Culebra, Puerto Rico; Puerto Rico;
- Frequency: 98.7 MHz
- Branding: Nueva Vida FM

Programming
- Format: Contemporary Christian

Ownership
- Owner: New Life Broadcasting; (Juan Carlos Matos Barreto);
- Sister stations: WNVM, WDNO, WZNA-LD, WCLO-TV, WKHD-LD

History
- First air date: 2009; 17 years ago
- Former call signs: WQML (2009–2013) WNVE (2013–2014) WQML (2014–2018)

Technical information
- Licensing authority: FCC
- Facility ID: 183333
- Class: A
- ERP: 6,000 watts
- HAAT: 821.0 meters (2,693.6 ft)
- Transmitter coordinates: 18°57′49.8″N 65°26′27.8″W﻿ / ﻿18.963833°N 65.441056°W

Links
- Public license information: Public file; LMS;
- Website: nuevavida.fm

= WNVE (FM) =

WNVE (98.7 MHz) is an FM radio station from Culebra, Puerto Rico broadcasting a Contemporary Christian format. This station is owned by New Life Broadcasting, which licensee is held by Juan Carlos Matos Barreto (President & General Manager of the station).
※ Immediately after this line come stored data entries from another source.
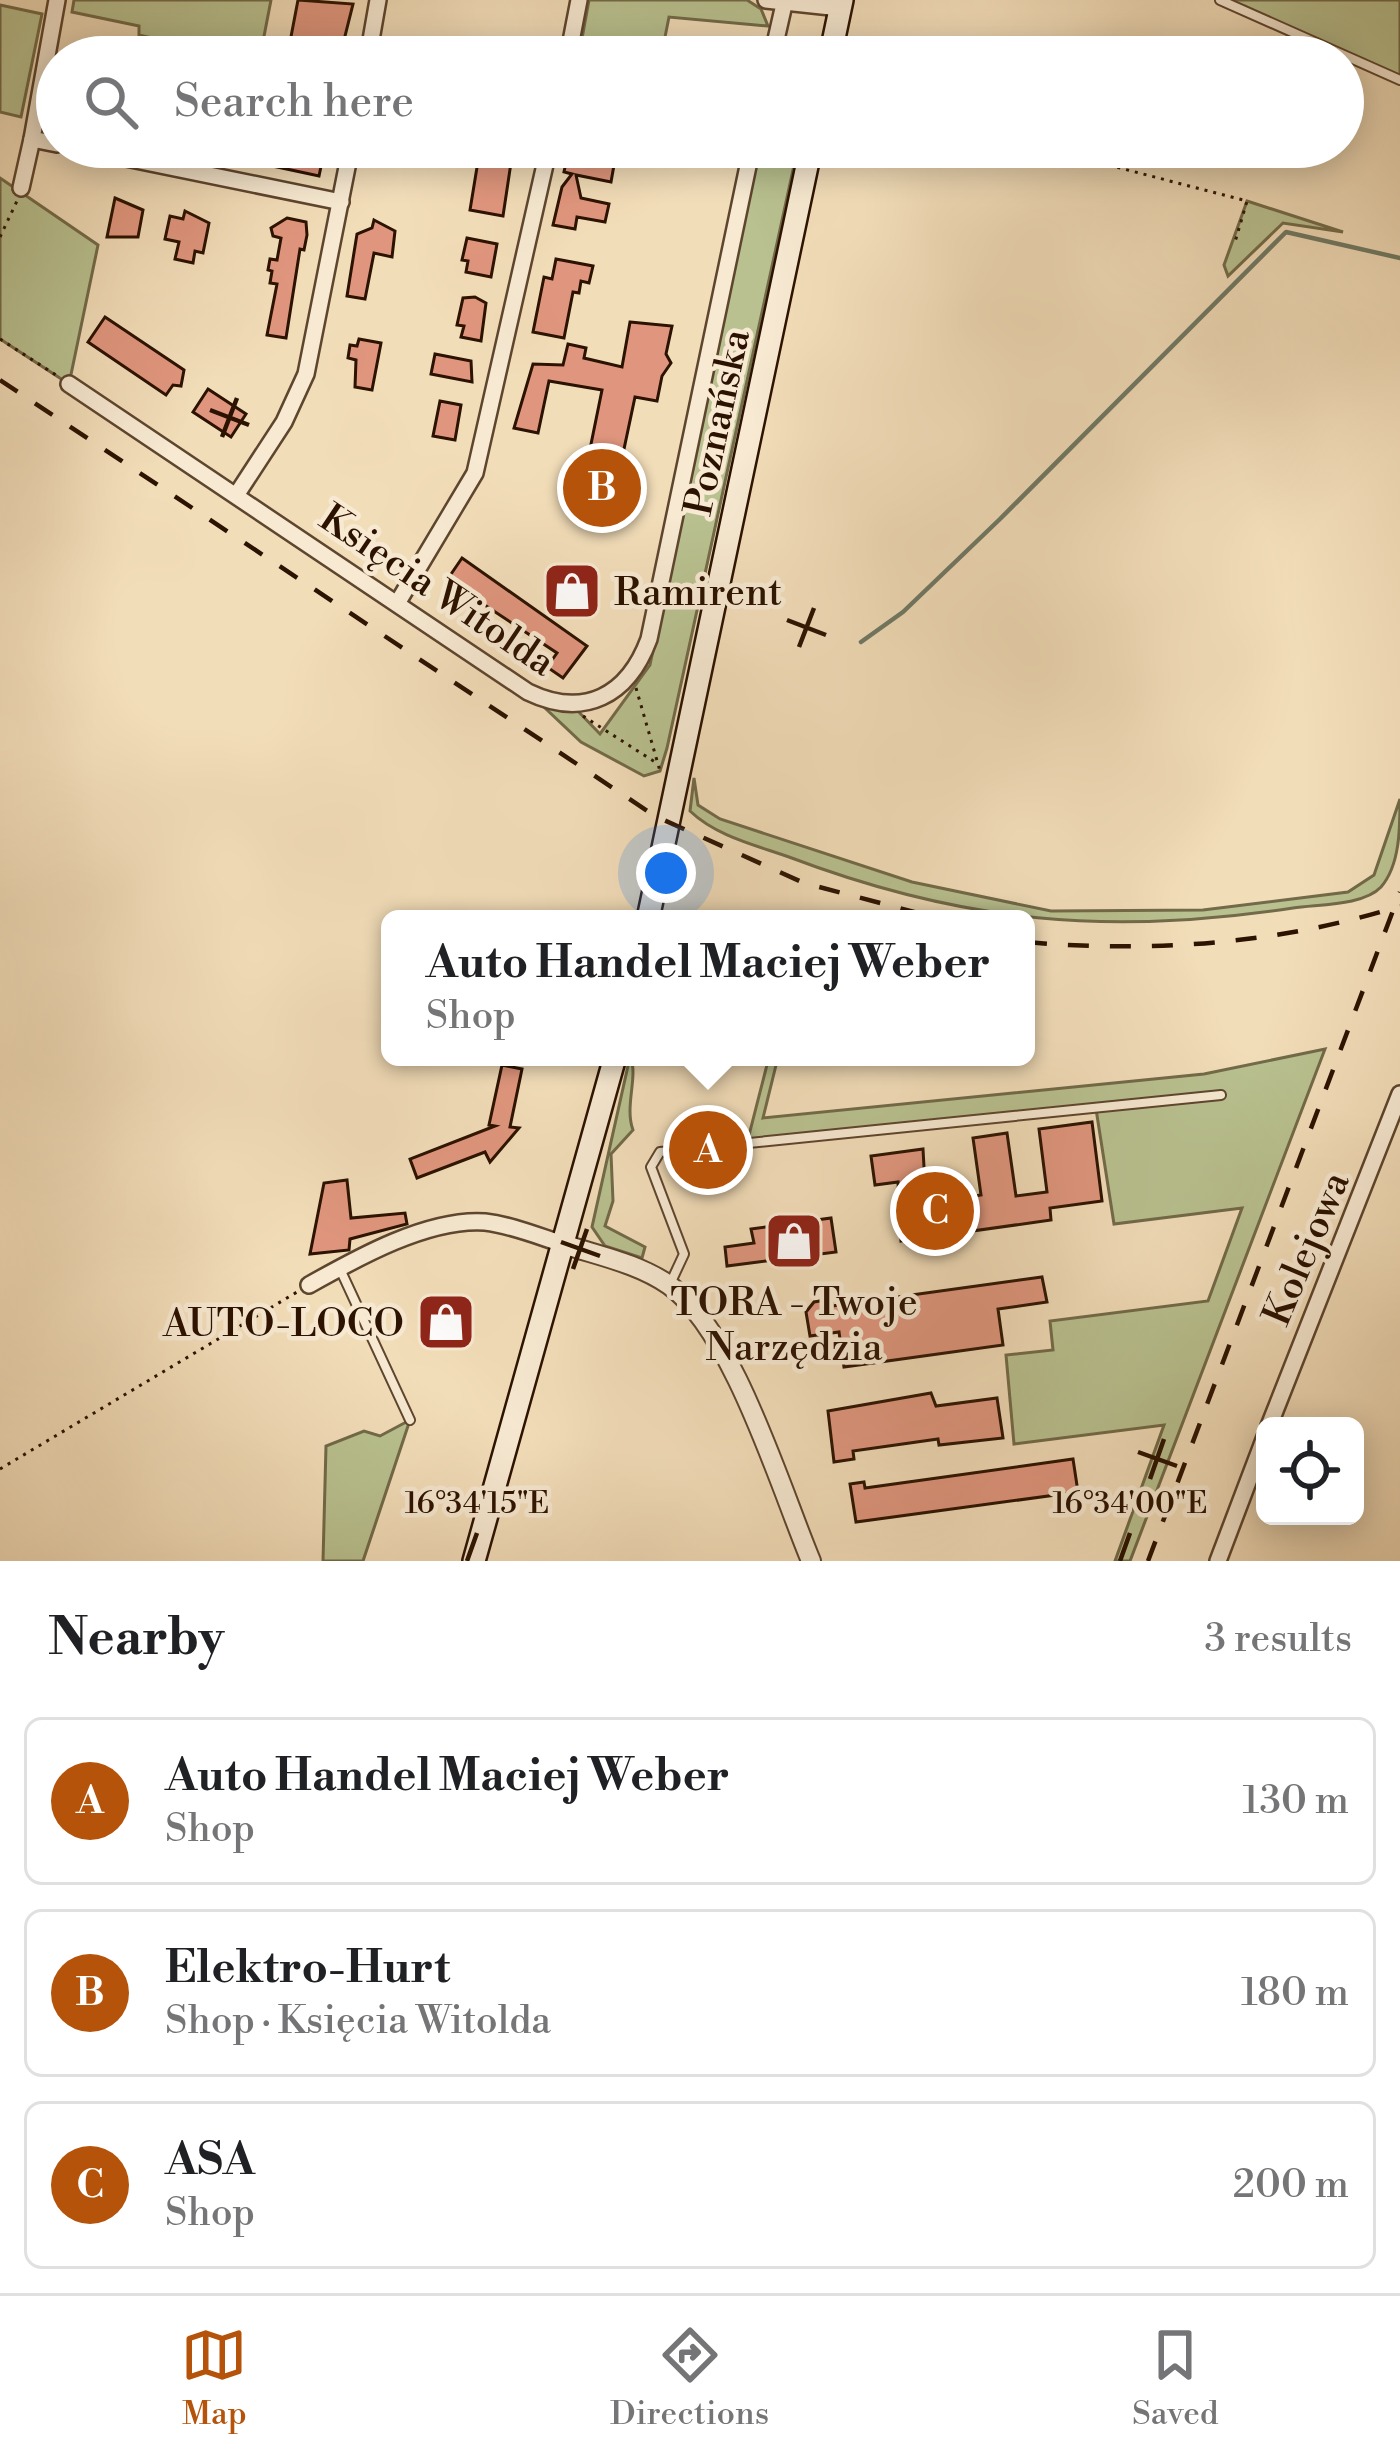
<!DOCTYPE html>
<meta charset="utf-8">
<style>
:root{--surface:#fff;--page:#f6f6f6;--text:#202124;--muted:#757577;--line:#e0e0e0;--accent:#b45309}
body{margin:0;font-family:"Libre Bodoni",serif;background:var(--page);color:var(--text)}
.controls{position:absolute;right:36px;bottom:36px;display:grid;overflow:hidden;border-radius:18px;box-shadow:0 6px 30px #0003}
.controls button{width:108px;height:108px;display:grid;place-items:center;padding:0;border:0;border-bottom:3px solid var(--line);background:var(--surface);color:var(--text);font:60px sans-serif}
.you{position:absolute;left:666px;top:873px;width:42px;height:42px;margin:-30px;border:9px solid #fff;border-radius:50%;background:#1a73e8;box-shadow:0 0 0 18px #1a73e833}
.badge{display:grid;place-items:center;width:78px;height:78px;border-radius:50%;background:var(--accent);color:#fff;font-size:39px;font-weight:700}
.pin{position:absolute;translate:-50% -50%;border:6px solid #fff;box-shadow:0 3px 12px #0006}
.popup{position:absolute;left:381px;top:910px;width:654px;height:156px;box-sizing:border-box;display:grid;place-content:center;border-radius:18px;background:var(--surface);filter:drop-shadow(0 3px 9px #0005);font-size:39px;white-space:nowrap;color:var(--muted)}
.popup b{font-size:45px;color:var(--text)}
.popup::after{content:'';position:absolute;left:50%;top:100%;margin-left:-24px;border:24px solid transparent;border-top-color:var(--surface)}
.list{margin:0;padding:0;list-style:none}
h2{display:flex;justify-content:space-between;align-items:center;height:156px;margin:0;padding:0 48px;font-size:51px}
h2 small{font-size:39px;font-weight:400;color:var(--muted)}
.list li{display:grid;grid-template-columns:78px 1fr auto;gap:36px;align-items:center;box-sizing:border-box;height:168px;margin:0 24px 24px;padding:0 24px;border:3px solid var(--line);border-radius:18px}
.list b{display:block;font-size:45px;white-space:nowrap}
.list p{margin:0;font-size:39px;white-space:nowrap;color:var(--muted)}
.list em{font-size:39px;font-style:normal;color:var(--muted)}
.icon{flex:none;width:66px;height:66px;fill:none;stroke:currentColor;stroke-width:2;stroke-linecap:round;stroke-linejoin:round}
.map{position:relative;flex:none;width:1400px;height:1561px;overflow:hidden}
.search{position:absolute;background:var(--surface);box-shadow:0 6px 30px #0003;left:36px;right:36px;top:36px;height:132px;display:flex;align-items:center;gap:30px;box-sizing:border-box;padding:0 42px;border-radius:66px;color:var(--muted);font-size:45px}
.sheet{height:732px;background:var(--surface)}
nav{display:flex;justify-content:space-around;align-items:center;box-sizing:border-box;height:168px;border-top:3px solid var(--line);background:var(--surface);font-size:33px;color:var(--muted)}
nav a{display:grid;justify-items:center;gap:6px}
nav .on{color:var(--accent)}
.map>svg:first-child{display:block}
.green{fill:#b9c190;stroke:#726a48;stroke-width:3}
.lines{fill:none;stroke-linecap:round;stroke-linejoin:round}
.stream{stroke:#6f7965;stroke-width:4.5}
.building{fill:#e0967e;stroke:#2c1200;stroke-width:3}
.service-casing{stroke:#5e452e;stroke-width:12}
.minor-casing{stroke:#5e452e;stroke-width:20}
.tertiary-casing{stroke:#5e452e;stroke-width:22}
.secondary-casing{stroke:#2c1200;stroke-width:26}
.path{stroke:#2c1200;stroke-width:3;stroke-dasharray:3 6;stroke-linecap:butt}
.service{stroke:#f7e9d2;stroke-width:8}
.minor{stroke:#f7e9d2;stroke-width:15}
.tertiary{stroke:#f7e9d2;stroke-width:18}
.secondary{stroke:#f7e9d2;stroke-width:21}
.rail{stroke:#2c1200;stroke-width:4.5;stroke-dasharray:21 21;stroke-linecap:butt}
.ticks{fill:none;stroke:#2c1200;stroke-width:4.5}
.labels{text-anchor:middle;stroke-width:9;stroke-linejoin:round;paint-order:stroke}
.street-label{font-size:39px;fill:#2c1200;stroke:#f7e9d2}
.poi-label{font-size:39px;fill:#2c1200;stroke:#f7e9d2;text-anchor:start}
.ticks-label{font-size:30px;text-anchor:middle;fill:#2c1200;stroke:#f7e9d2;stroke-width:9;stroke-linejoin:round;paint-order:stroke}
</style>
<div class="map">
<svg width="1400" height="1561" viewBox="0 0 1400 1561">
<rect width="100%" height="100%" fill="#f2ddb9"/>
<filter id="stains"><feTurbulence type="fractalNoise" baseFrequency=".00167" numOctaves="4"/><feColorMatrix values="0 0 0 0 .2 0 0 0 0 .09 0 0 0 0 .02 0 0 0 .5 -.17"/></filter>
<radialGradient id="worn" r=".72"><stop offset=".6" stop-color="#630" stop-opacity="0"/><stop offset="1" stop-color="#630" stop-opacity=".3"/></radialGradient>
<g class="green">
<polygon points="74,0 271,0 260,57 197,57 198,49 139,35 139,26 72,12"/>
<polygon points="589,0 747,0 761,9 768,26 669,17 661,57 579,55"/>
<polygon points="1221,0 1400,0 1400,79"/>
<polygon points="0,5 42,14 21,117 0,112"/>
<polygon points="758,147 798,147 667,748 660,771 644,776 581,742 528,692 573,706 600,734 650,665"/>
<polygon points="0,178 98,245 69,384 0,339"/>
<polygon points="1247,201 1343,232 1283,223 1228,276 1224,265"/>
<path d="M694 778 698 805 720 819 912 882 1051 911 1203 910 1348 892 1374 875 1400 799C1400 828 1400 865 1381 887 1363 906 1318 904 1293 908 1110 936 963 923 789 857 755 845 716 836 690 811Z"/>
<polygon points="1325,1049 1130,1561 1115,1561 1164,1425 1014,1444 1006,1355 1053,1350 1050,1321 1208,1301 1242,1208 1114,1224 1096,1109 747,1143 769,1057 778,1057 763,1118 1204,1074"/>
<path d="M630 1057C639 1075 624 1106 633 1130L611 1154 613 1201 605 1226 645 1247 642 1258 605 1246 592 1227Z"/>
<polygon points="410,1420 363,1561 323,1561 326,1446 364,1431 380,1436"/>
</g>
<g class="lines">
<polyline class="stream" points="861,642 903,612 1000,519 1286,232 1400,258"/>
</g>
<g class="building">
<polygon points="298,0 353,4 341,52 322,48 321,52 290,42"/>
<polygon points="272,147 323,157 319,176 268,165"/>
<polygon points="480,149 512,156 503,216 470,210"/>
<polygon points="584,152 599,153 614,165 611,182 576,175 581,198 609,204 605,222 577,217 575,229 553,225 562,187 572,174 564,172 567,158 582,161"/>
<polygon points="115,198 143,210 138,237 107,237"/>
<polygon points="185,211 209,223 203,253 195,251 193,263 175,259 179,242 165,239 170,216 183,219"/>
<polygon points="287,218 306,222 307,235 304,250 300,249 286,338 267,335 277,284 270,283 272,271 268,270 270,259 277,260 281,238 273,236 271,228"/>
<polygon points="374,220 395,231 392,257 374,253 365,299 347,296 357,234 372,228"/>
<polygon points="467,238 497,244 491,277 466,272 468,261 462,260"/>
<polygon points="556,259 593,266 589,283 581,281 579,293 573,292 564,338 533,332 544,277 552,279"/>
<polygon points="475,297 486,303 481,341 461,337 464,326 457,325 463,298"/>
<polygon points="105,317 184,370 181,386 173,385 166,395 88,342"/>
<polygon points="630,322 672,326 666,354 671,363 662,376 657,401 635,397 609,520 577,513 602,390 549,381 538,433 514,428 533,364 563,365 568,344 586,348 584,358 622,367"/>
<polygon points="359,339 381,343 372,390 355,387 356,360 348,358 350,345 357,346"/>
<polygon points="435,354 471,361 472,382 431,374"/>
<polygon points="208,389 246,414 231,437 193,412"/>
<polygon points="440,401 461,405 455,440 433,436"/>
<polygon points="462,558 587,646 563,678 547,667 557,653 447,580"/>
<polygon points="502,1065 522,1069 510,1127 519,1128 490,1162 485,1152 417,1178 410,1159 495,1126 489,1125"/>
<polygon points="1092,1122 1102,1201 1050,1208 1051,1220 901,1241 898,1182 875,1185 871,1156 923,1149 926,1203 981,1195 973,1138 1007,1133 1016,1196 1047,1192 1039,1129"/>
<polygon points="347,1180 351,1218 405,1213 407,1224 350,1239 349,1250 310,1254 324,1183"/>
<polygon points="831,1218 836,1252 727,1266 725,1247 754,1243 751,1229"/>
<polygon points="1042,1277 1047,1302 998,1309 1003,1345 844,1367 839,1332 810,1336 806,1312 814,1302 832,1299 832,1306"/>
<polygon points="931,1393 936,1406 997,1398 1003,1438 939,1445 938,1439 853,1451 854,1459 834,1462 828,1411"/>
<polygon points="1073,1459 1078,1492 856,1522 850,1484 864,1482 865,1488"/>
</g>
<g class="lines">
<defs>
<g id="service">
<polyline points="1220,0 1400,80"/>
<polyline points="340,1269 410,1420"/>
<polyline points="670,1284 684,1254 651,1167 660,1152 1221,1095"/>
</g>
<g id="minor">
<polyline points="766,0 840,8"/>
<polyline points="368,57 378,0"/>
<polyline points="568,57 579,0"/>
<polyline points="772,57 785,0"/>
<polyline points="57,144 32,139 57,0"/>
<polyline points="72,147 341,202"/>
<polyline points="21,188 32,139"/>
<path d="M69 384 528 692C584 719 628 696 649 639L752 147"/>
<polyline points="237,494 284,422 306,374 351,147"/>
<polyline points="398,602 475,473 549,147"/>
<path d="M309 1285C357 1258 428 1218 485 1222 512 1225 540 1237 566 1245"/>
<polyline points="1269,1426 1400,1094"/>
<polyline points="1218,1561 1265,1437"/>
</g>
<path id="tertiary" d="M566 1245C600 1256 639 1264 669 1285 733 1330 780 1487 811 1561"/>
<g id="secondary">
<polyline points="830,57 842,0"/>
<polyline points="648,919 811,147"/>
<polyline points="474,1561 615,1057"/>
</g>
</defs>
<use href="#service" class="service-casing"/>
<use href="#minor" class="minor-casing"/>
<use href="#tertiary" class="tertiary-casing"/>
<use href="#secondary" class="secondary-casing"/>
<g class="path">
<polyline points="1039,147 1247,201 1235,242"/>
<polyline points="0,237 17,201"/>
<polyline points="0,339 59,377"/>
<polyline points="636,688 660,771"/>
<polyline points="583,716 655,762"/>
<polyline points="0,1469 297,1292"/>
</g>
<use href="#service" class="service"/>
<use href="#minor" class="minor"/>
<use href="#tertiary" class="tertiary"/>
<use href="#secondary" class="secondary"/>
<g class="rail">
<polyline points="0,380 655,816 804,883 941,919"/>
<path d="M1026 942C1151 953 1280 944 1400 906"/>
<polyline points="1148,1561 1400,892"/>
</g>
</g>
<path class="ticks" d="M210 410 249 425M222 437 237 398M787 620 826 635M799 647 814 608M561 1242 600 1256M573 1269 587 1229M1138 1452 1177 1466M1150 1479 1164 1439M467 1561 477 1533M1120 1561 1130 1533"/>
<defs>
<symbol id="shop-square" viewBox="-11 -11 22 22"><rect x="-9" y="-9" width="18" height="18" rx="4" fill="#8f2418" stroke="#f7e9d2"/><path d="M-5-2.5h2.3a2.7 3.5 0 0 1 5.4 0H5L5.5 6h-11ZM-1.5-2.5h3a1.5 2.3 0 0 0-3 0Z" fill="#fff"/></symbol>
</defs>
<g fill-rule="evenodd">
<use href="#shop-square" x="539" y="558" width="66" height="66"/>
<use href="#shop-square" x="761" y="1208" width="66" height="66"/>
<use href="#shop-square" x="413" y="1289" width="66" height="66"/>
</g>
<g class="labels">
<g class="street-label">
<text transform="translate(716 422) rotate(-78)" y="14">Poznańska</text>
<text transform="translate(438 589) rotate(34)" y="14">Księcia Witolda</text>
<text transform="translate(1305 1248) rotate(-67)" y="14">Kolejowa</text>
</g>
<g class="poi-label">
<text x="614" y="605">Ramirent</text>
<text x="794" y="1315" text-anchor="middle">TORA - Twoje<tspan x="794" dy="45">Narzędzia</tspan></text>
<text x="404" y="1336" text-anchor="end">AUTO-LOCO</text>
</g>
</g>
<g class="ticks-label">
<text x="477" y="1513">16°34'15"E</text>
<text x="1130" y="1513">16°34'00"E</text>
</g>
<rect width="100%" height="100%" filter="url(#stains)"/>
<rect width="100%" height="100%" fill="url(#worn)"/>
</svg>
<div class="controls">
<button><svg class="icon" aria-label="locate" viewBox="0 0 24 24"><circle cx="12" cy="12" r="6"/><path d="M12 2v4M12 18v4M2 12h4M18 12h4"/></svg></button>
</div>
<div class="you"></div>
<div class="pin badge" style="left:708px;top:1150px">A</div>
<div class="popup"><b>Auto Handel Maciej Weber</b>Shop</div>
<div class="pin badge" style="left:602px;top:488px">B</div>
<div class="pin badge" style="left:935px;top:1211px">C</div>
<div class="search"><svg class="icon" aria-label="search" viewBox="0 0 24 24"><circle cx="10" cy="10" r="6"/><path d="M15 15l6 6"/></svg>Search here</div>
</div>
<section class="sheet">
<h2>Nearby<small>3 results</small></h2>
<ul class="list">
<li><span class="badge">A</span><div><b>Auto Handel Maciej Weber</b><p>Shop</p></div><em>130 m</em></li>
<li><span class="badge">B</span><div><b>Elektro-Hurt</b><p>Shop · Księcia Witolda</p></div><em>180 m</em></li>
<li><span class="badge">C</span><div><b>ASA</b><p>Shop</p></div><em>200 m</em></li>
</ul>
</section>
<nav>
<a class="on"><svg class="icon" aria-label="map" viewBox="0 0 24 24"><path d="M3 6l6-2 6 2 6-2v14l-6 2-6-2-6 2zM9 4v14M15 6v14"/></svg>Map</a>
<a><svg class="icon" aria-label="directions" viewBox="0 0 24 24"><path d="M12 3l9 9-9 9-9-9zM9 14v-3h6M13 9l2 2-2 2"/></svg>Directions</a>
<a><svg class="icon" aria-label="saved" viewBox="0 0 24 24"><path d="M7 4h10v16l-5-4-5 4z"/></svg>Saved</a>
</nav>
On November 9, 2017, New Life Broadcasting (Juan Carlos Matos Barreto, president) files to swap WNVE/101.5 in Ceiba and a $1.2 million cash payment to Pura Palabra Media Group (Otoniel Font, president) in exchange for the then-WQML. Once the swap closes, will switch back to the original WNVE call letters and Nueva Vida FM Programming. According to the terms of the contract New Life will allow Pura Palabra Media to program the HD3 channel of WNVM as part of the deal in order to feed its San Juan-licensed translator W268BK at 101.5 FM which carries its Pura Palabra Radio programming. The sale was completed on May 24, 2018.

The station changed its call sign to WNVE on March 30, 2018.